Kamikubo Rie, Wang Lining, Marte Crystal, Mahmood Amnah, Kacorri Hernisa
College of Information Studies, University of Maryland, College Park, United States.
Department of Computer Science, University of Maryland, College Park, United States.
ASSETS. 2022 Oct;2022. doi: 10.1145/3517428.3544826. Epub 2022 Oct 22.
As data-driven systems are increasingly deployed at scale, ethical concerns have arisen around unfair and discriminatory outcomes for historically marginalized groups that are underrepresented in training data. In response, work around AI fairness and inclusion has called for datasets that are representative of various demographic groups. In this paper, we contribute an analysis of the representativeness of age, gender, and race & ethnicity in accessibility datasets-datasets sourced from people with disabilities and older adults-that can potentially play an important role in mitigating bias for inclusive AI-infused applications. We examine the current state of representation within datasets sourced by people with disabilities by reviewing publicly-available information of 190 datasets, we call these accessibility datasets. We find that accessibility datasets represent diverse ages, but have gender and race representation gaps. Additionally, we investigate how the sensitive and complex nature of demographic variables makes classification difficult and inconsistent (, gender, race & ethnicity), with the source of labeling often unknown. By reflecting on the current challenges and opportunities for representation of disabled data contributors, we hope our effort expands the space of possibility for greater inclusion of marginalized communities in AI-infused systems.

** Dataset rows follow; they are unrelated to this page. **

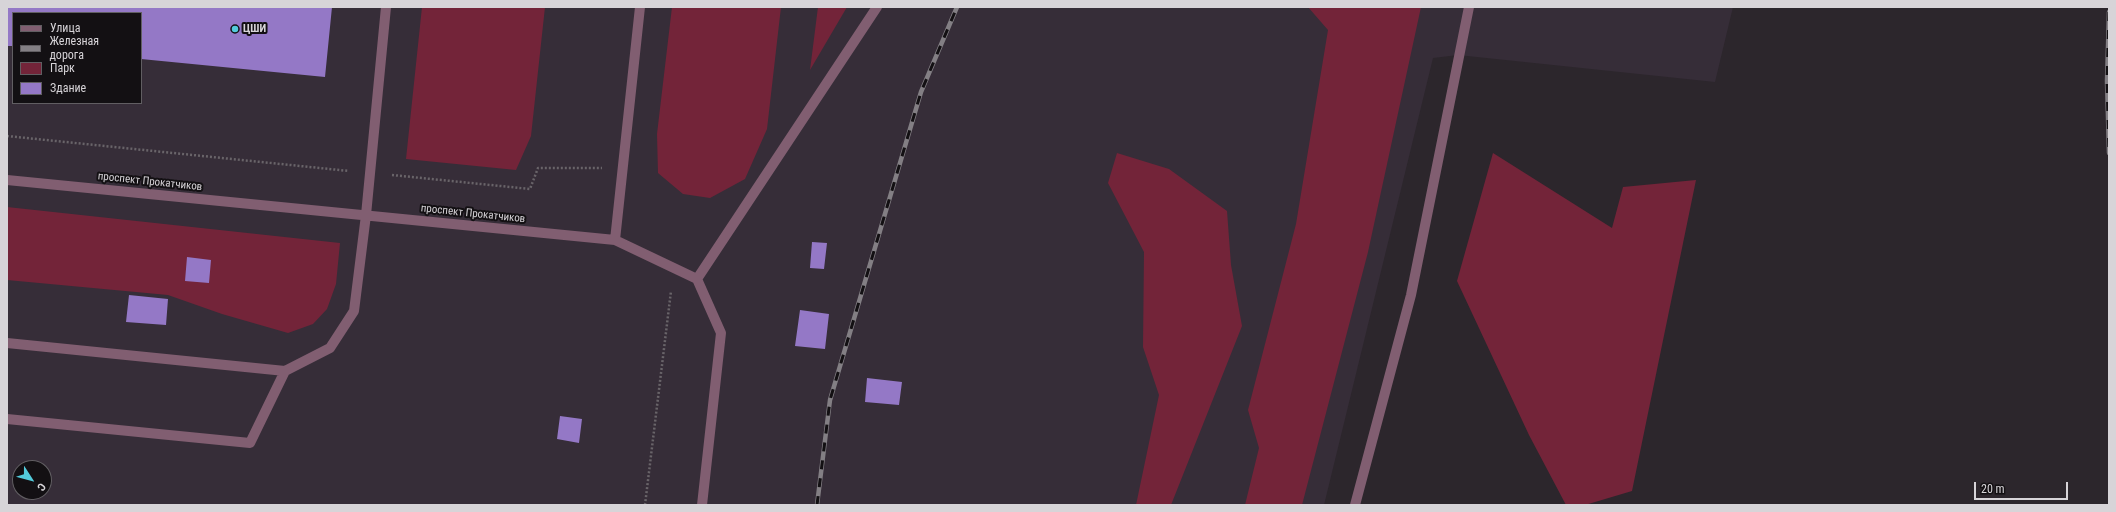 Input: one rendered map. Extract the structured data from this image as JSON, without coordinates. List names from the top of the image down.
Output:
{
  "streets": {
    "street": ["проспект Прокатчиков"]
  },
  "places": ["ЦШИ"],
  "legend": [
    "Улица",
    "Железная дорога",
    "Парк",
    "Здание"
  ],
  "scale_bar": "20 m",
  "north": "bottom right"
}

随着数据驱动系统越来越大规模地部署,围绕训练数据中代表性不足的历史边缘化群体出现不公平和歧视性结果的伦理问题也随之产生。作为回应,有关人工智能公平性和包容性的工作要求数据集能够代表不同的人口群体。在本文中,我们对无障碍数据集(即来自残疾人和老年人的数据集)中年龄、性别、种族和民族的代表性进行了分析,这些数据集可能在减轻人工智能应用偏见以实现包容性方面发挥重要作用。我们通过审查190个数据集的公开信息来研究残疾人士提供的数据集的当前代表性状况,我们将这些数据集称为无障碍数据集。我们发现无障碍数据集涵盖了不同的年龄,但在性别和种族代表性方面存在差距。此外,我们调查了人口变量的敏感和复杂性质如何导致分类困难且不一致(包括性别、种族和民族),而且标签来源往往不明。通过思考当前残疾数据提供者代表性方面的挑战和机遇,我们希望我们的努力能够拓展可能性空间,以便在注入人工智能的系统中更好地纳入边缘化群体。